Results and discussion
3
Effect of R-COS or LPS on RAW264.7 macrophage cell viability
3.1
The LPS compound is renowned for its potent capacity to induce macrophages, resulting in the release of crucial pro-inflammatory cytokines such as IL-6 and TNF-α, as well as NO and the activation of NF-κB [22,23]. Significant scientific evidence has emphasized the strong correlation between the generation of ROS and inflammatory reactions [22,23]. To combat inflammation, researchers have developed a range of substances that have proven effective in suppressing these inflammatory responses [24,25]. R-COS shows great potential as a candidate for the anti-inflammatory process. However, the precise mechanism underlying the action of COS remains somewhat mysterious. The main goal of this study is to investigate the detailed mechanism by which R-COS, derived from CS, affects LPS-activated RAW264.6 macrophage cells. R-COS was synthesized as described in Section 2 [11] and used for the current study.
This study investigated the protective efficacy of R-COS by inducing cytotoxicity in RAW264.7 cells through the use of LPS. The effect of different concentrations of R-COS on the survival of cells is illustrated in Figure 1a. Remarkably, the administration of R-COS at concentrations ranging from 25 to 500 μg/mL did not result in any significant harm to RAW264.7 cells when compared to the control group (which did not receive R-COS treatment) (p > 0.05). Nevertheless, when exposed to a higher concentration of R-COS (1,000 μg/mL), there was a significant decrease in cell viability (p < 0.05). Since the cell viability of COS-treated cells at concentrations ranging from 25 to 500 μg/mL was similar to that of the control group, these concentrations were chosen for further investigations. Moreover, when assessing the influence of various concentrations of LPS (ranging from 0.001 to 10 μg/mL) on cell viability (as shown in Figure 1b), it was noted that higher concentrations of LPS (1–10 μg/mL) significantly reduced cell viability compared to the control group (p < 0.05). This observation demonstrated the detrimental impact of increased LPS levels on the survival of cells, paving the way for further investigation into the potential safeguarding effects of R-COS against LPS-induced cell damage.

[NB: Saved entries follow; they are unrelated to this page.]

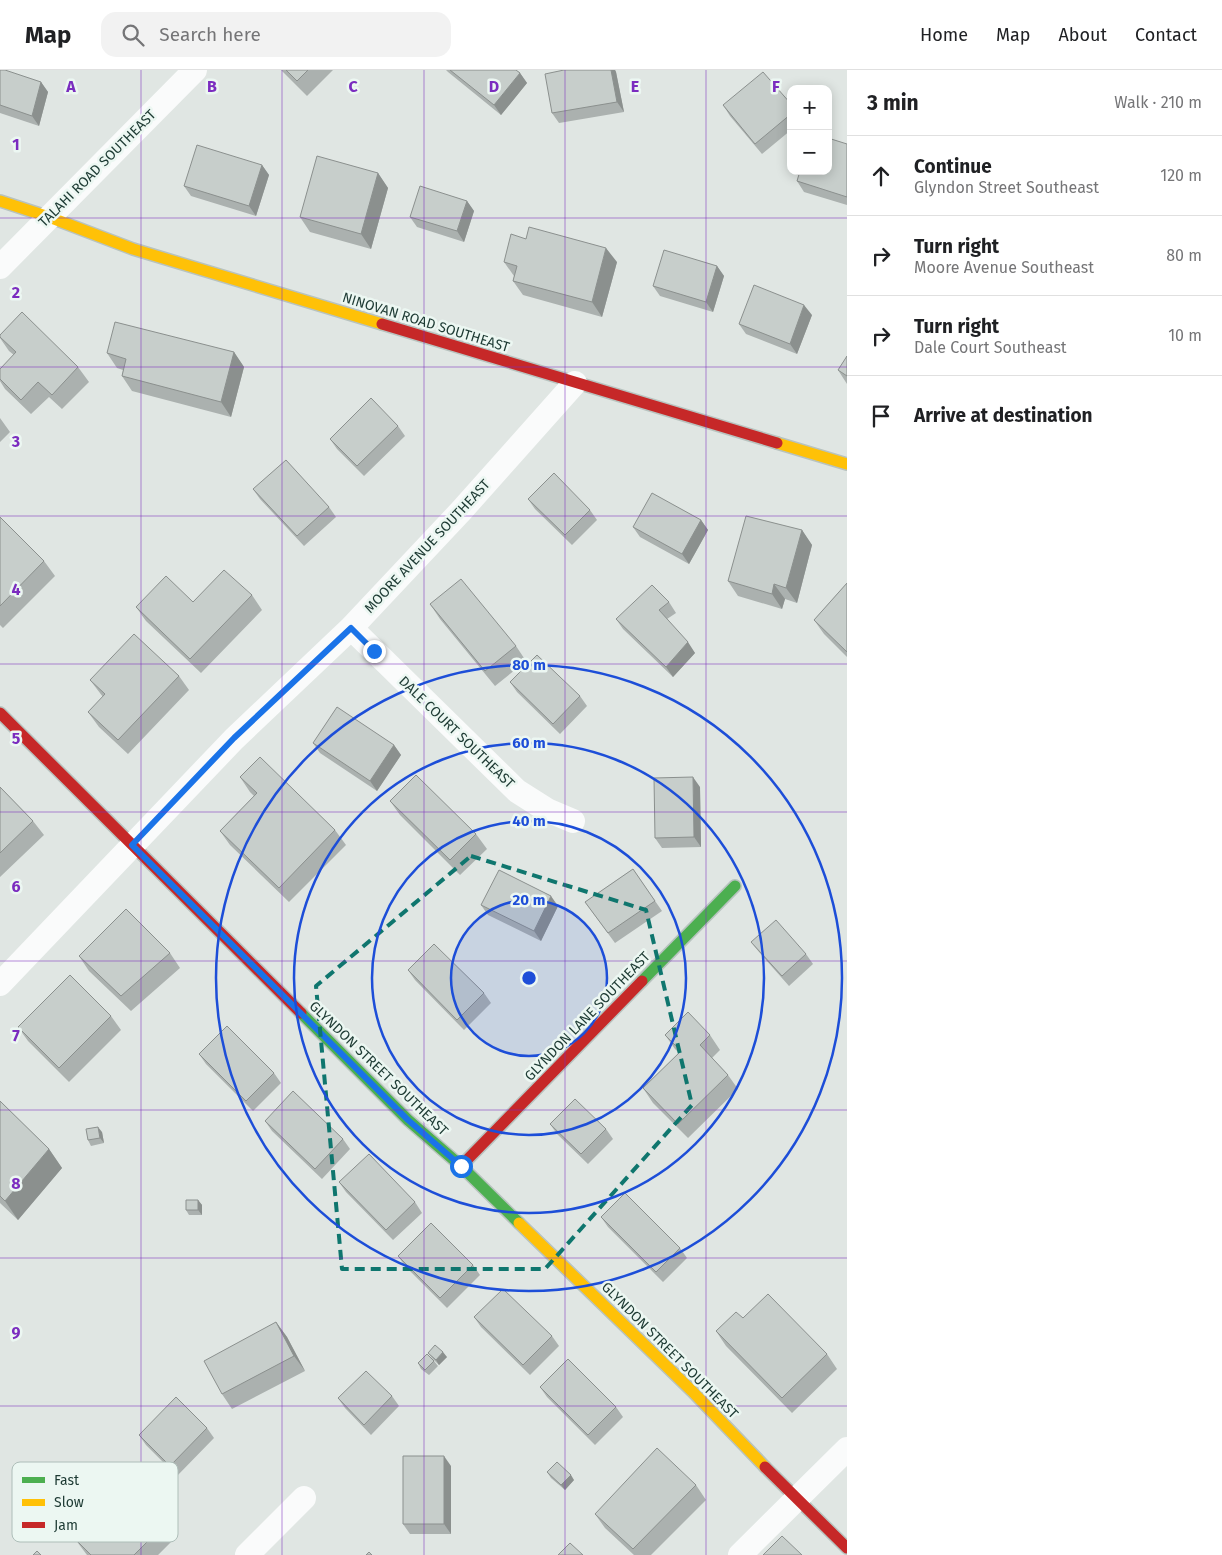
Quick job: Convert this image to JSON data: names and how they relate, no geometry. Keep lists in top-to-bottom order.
{
  "streets": {
    "street": [
      "TALAHI ROAD SOUTHEAST",
      "NINOVAN ROAD SOUTHEAST",
      "MOORE AVENUE SOUTHEAST",
      "DALE COURT SOUTHEAST",
      "GLYNDON LANE SOUTHEAST",
      "GLYNDON STREET SOUTHEAST"
    ]
  },
  "crossings": [
    ["TALAHI ROAD SOUTHEAST", "NINOVAN ROAD SOUTHEAST"],
    ["NINOVAN ROAD SOUTHEAST", "MOORE AVENUE SOUTHEAST"],
    ["MOORE AVENUE SOUTHEAST", "DALE COURT SOUTHEAST"],
    ["MOORE AVENUE SOUTHEAST", "GLYNDON STREET SOUTHEAST"],
    ["GLYNDON LANE SOUTHEAST", "GLYNDON STREET SOUTHEAST"]
  ],
  "legend": ["Fast", "Slow", "Jam"],
  "page": {
    "header": "Map",
    "search": "Search here",
    "nav": [
      "Home",
      "Map",
      "About",
      "Contact"
    ],
    "heading": ["3 min", "Walk · 210 m"],
    "map_buttons": ["+", "−"],
    "list": [
      ["Continue", "Glyndon Street Southeast", "120 m"],
      ["Turn right", "Moore Avenue Southeast", "80 m"],
      ["Turn right", "Dale Court Southeast", "10 m"],
      "Arrive at destination"
    ]
  },
  "grid": {
    "columns": [
      "A",
      "B",
      "C",
      "D",
      "E",
      "F"
    ],
    "rows": [
      "1",
      "2",
      "3",
      "4",
      "5",
      "6",
      "7",
      "8",
      "9"
    ]
  },
  "rings": [
    "80 m",
    "60 m",
    "40 m",
    "20 m"
  ]
}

R-COS demonstrated a protective effect against LPS-induced cell death in RAW264.7 macrophage cells. (a) Cells were treated with different concentrations of R-COS (25–1,000 μg/mL) for 24 h. (b) Cells were treated with different concentrations of LPS (ranging from 0.001 to 10 μg/mL) for 24 h. (c) Cells were pre-treated with R-COS (25–500 μg/mL) for 24 h, followed by exposure to 1 μg/mL LPS for an additional 24 h. Cell viability was assessed using the MTT assay. Results are presented as mean ± SD, n = 3. * indicates statistical significance (p < 0.05) compared to control cells, while # indicates statistical significance (p < 0.05) compared to the LPS group.

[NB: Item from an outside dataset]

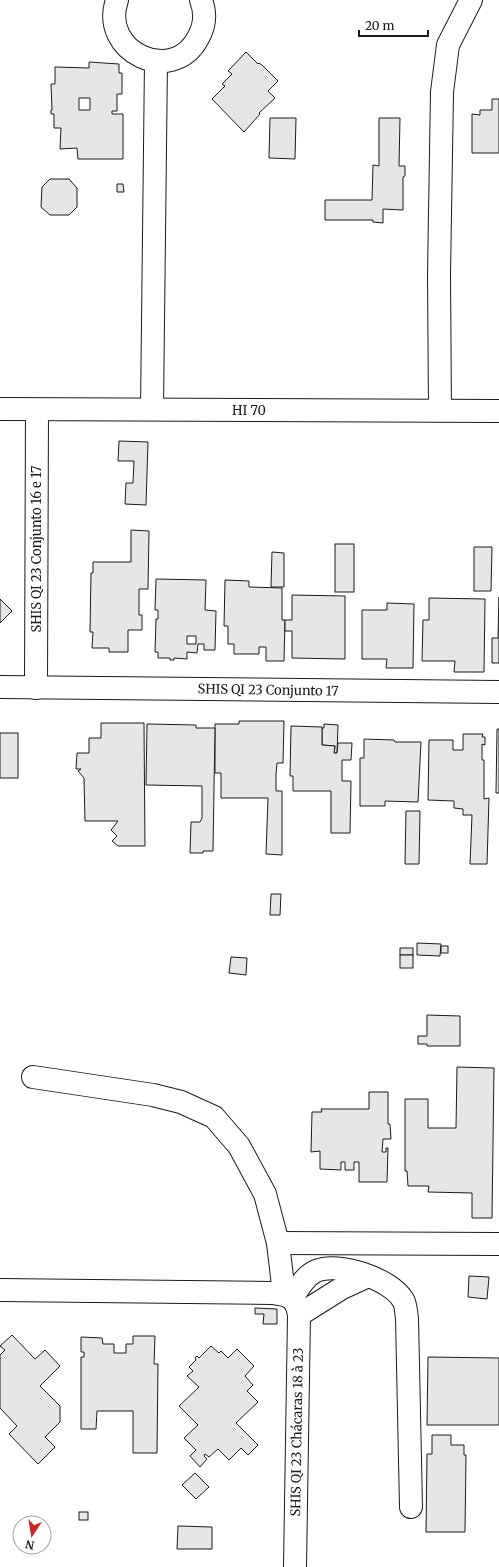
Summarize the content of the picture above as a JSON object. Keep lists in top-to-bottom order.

During a comparative analysis, it was observed that RAW264.7 cells treated with 10 μg/mL LPS showed a reduced cell viability of 75.08% in comparison to those treated with 1 μg/mL LPS, which had a cell viability of 84.73%. After comparing the results, the concentration of LPS at 1 μg/mL was selected for further trials because it had a lower cytotoxic effect. To examine the ability of R-COS to reduce LPS-induced cell damage, cells were first exposed to varying concentrations of R-COS (ranging from 25 to 500 μg/mL) for 24 h. Subsequently, the cells were then exposed to 1 μg/mL of LPS for an additional 24 h. Figure 1c shows that cells treated with 1 μg/mL LPS had lower viability than the untreated control group (p < 0.05).

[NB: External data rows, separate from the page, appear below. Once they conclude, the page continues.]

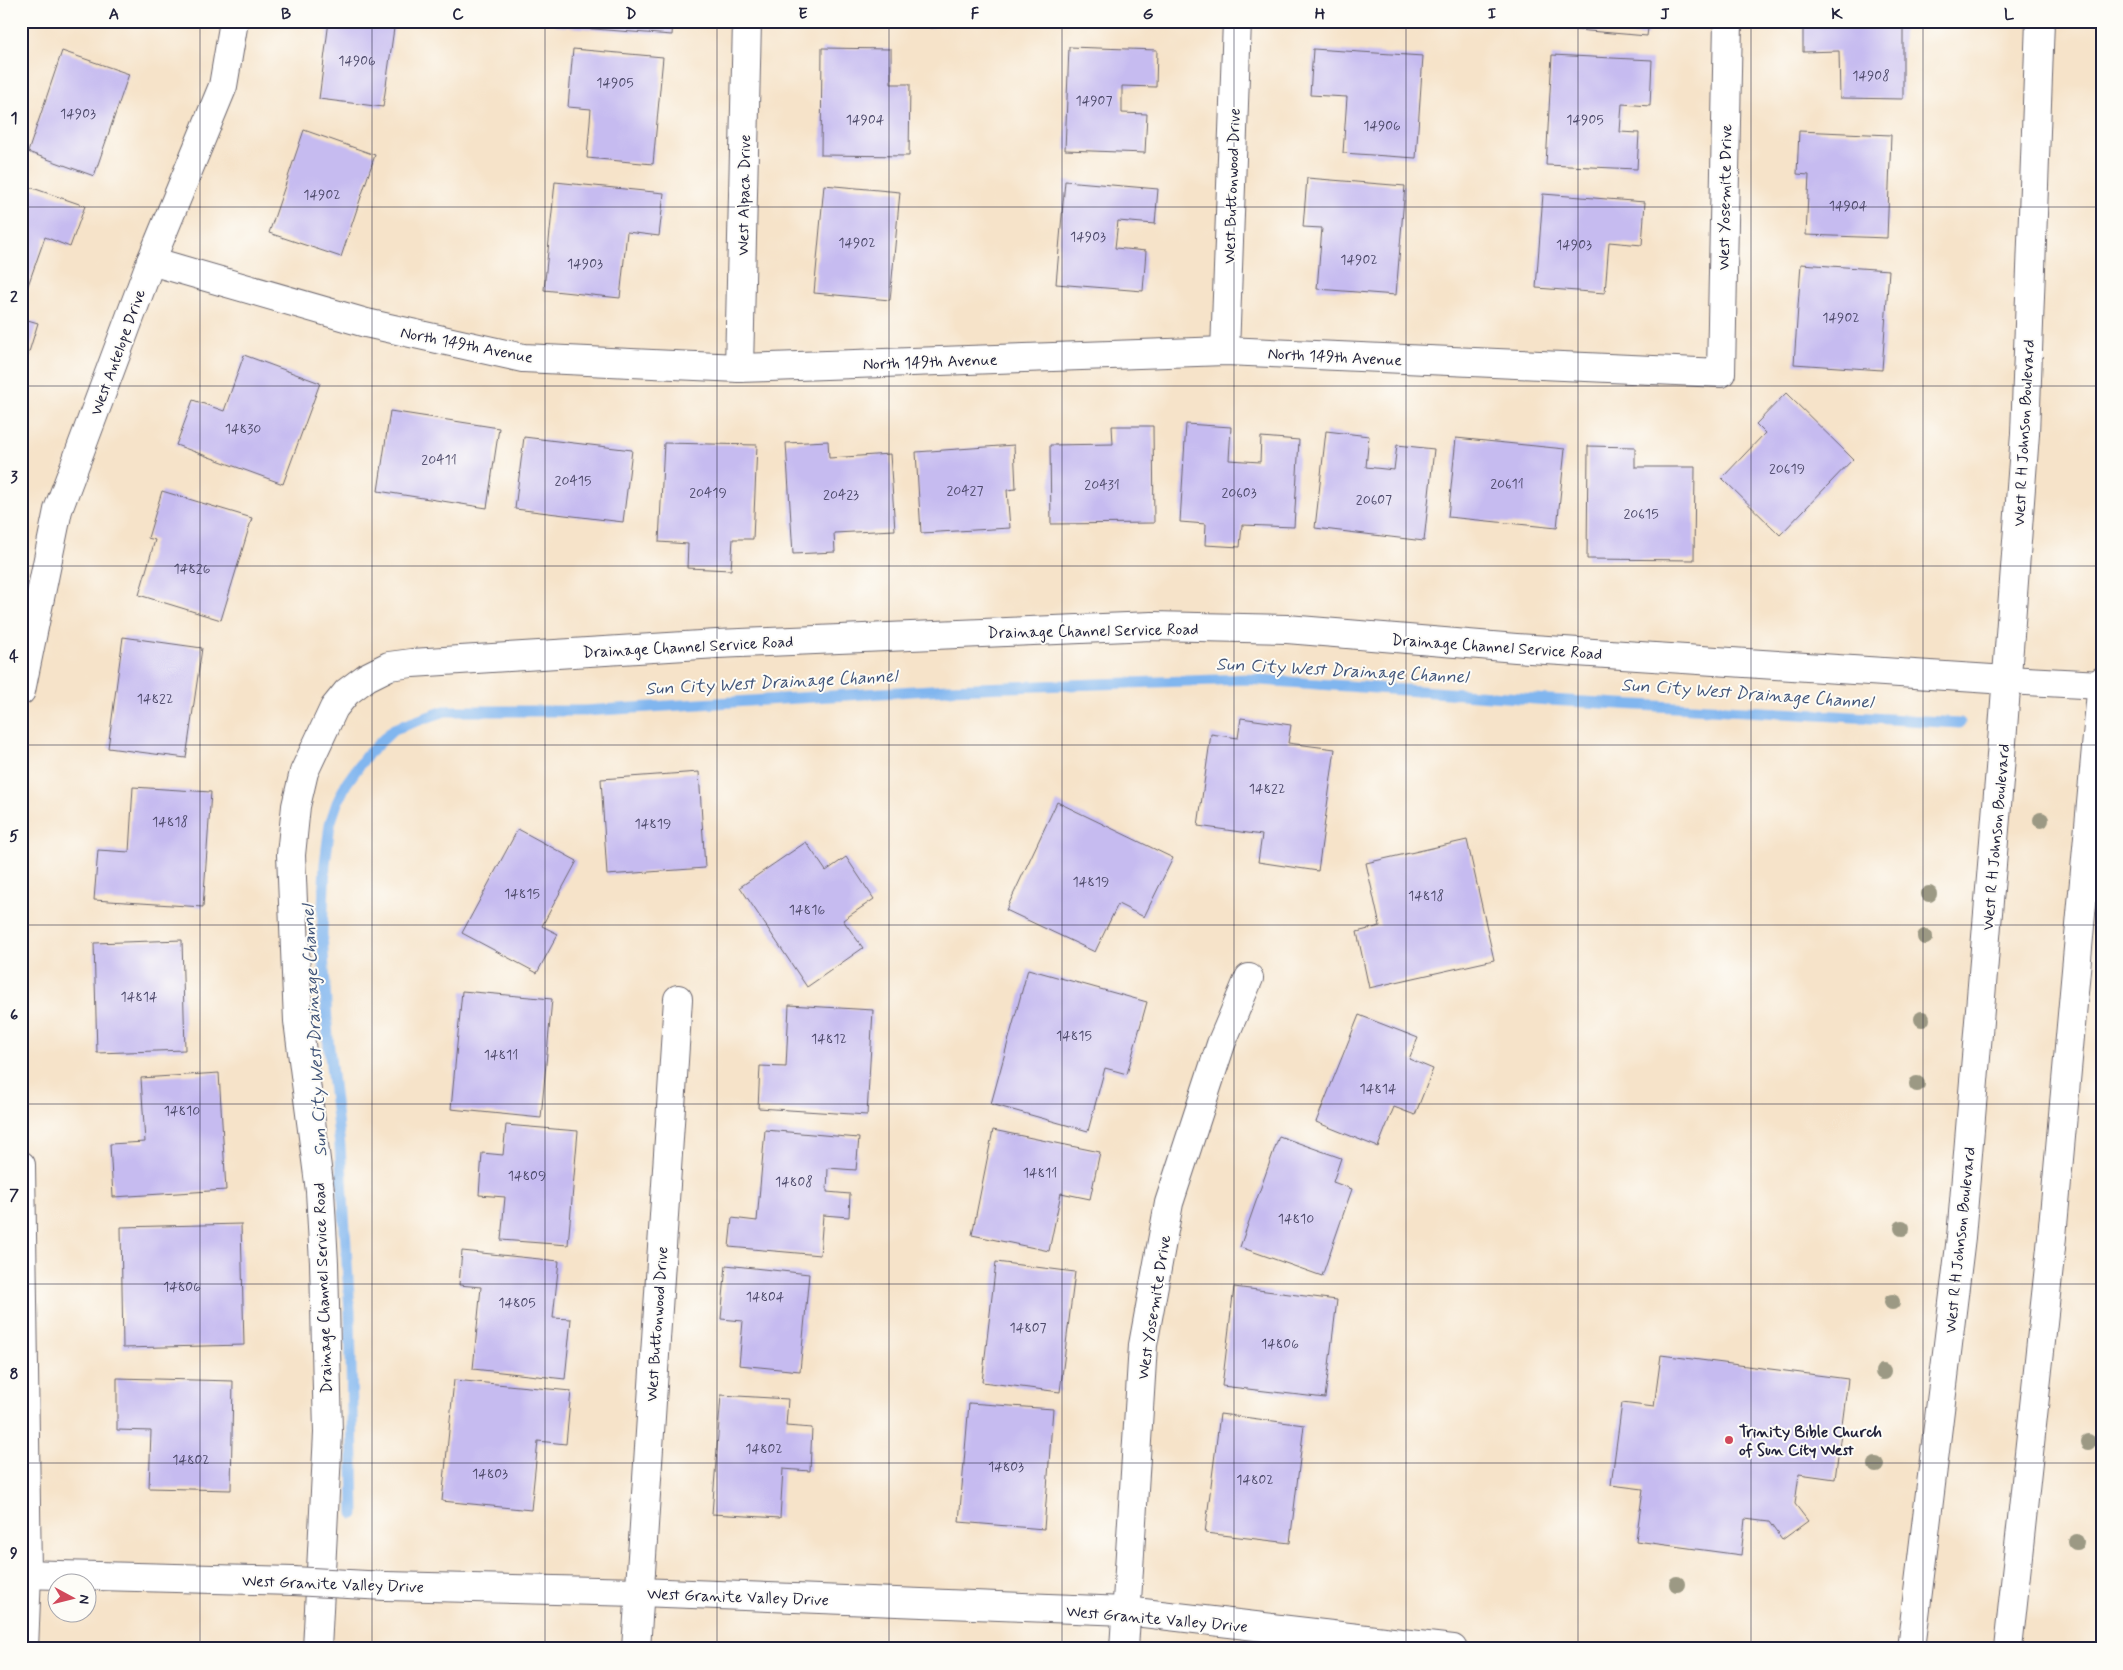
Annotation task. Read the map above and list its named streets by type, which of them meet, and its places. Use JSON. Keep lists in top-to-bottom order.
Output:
{
  "streets": {
    "street": [
      "West Buttonwood Drive",
      "West Alpaca Drive",
      "West Yosemite Drive",
      "North 149th Avenue",
      "West Antelope Drive",
      "West R H Johnson Boulevard",
      "Drainage Channel Service Road",
      "West Granite Valley Drive"
    ]
  },
  "crossings": [
    ["West Buttonwood Drive", "North 149th Avenue"],
    ["West Buttonwood Drive", "West Granite Valley Drive"],
    ["West Alpaca Drive", "North 149th Avenue"],
    ["West Yosemite Drive", "North 149th Avenue"],
    ["West Yosemite Drive", "West Granite Valley Drive"],
    ["North 149th Avenue", "West Antelope Drive"],
    ["West R H Johnson Boulevard", "Drainage Channel Service Road"]
  ],
  "water": ["Sun City West Drainage Channel"],
  "places": ["Trinity Bible Church of Sun City West"],
  "house_numbers": [
    "14906",
    "14908",
    "14905",
    "14907",
    "14903",
    "14904",
    "14905",
    "14906",
    "14902",
    "14904",
    "14903",
    "14902",
    "14903",
    "14902",
    "14903",
    "14902",
    "14830",
    "20411",
    "20619",
    "20415",
    "20611",
    "20431",
    "20427",
    "20419",
    "20603",
    "20423",
    "20607",
    "20615",
    "14826",
    "14822",
    "14822",
    "14818",
    "14819",
    "14819",
    "14815",
    "14818",
    "14816",
    "14814",
    "14815",
    "14812",
    "14811",
    "14814",
    "14810",
    "14811",
    "14809",
    "14808",
    "14810",
    "14806",
    "14804",
    "14805",
    "14807",
    "14806",
    "14802",
    "14802",
    "14803",
    "14803",
    "14802"
  ],
  "north": "right",
  "grid": {
    "columns": [
      "A",
      "B",
      "C",
      "D",
      "E",
      "F",
      "G",
      "H",
      "I",
      "J",
      "K",
      "L"
    ],
    "rows": [
      "1",
      "2",
      "3",
      "4",
      "5",
      "6",
      "7",
      "8",
      "9"
    ]
  }
}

Nevertheless, the application of higher concentrations of R-COS (100–500 μg/mL) before treatment effectively suppressed the cytotoxic effects induced by LPS (p < 0.05). The cells treated with R-COS at a concentration of 500 μg/mL exhibited the most significant inhibitory effect, indicating a strong protective influence. Our research indicates that R-COS, at concentrations ranging from 25 to 500 μg/mL, did not cause any harmful effects on RAW264.7 cells. However, when the concentration was increased to 1,000 μg/mL, it resulted in decreased cell viability. Although R-COS generally displayed scavenging properties against produced free radicals, excessively elevated levels likely increased intracellular oxidant levels, which contributed to the death of cells. These findings align with research conducted by Ei et al. [26], which documented a reduction in the viability of human EA.hy926 endothelial cells when exposed to COS levels surpassing 500 μg/mL. This underscores the importance of R-COS concentration, with 500 μg/mL being identified as the optimal level in this study. Moreover, the selection of LPS concentration had a substantial impact on cell viability, with the highest concentration employed being 1 μg/mL.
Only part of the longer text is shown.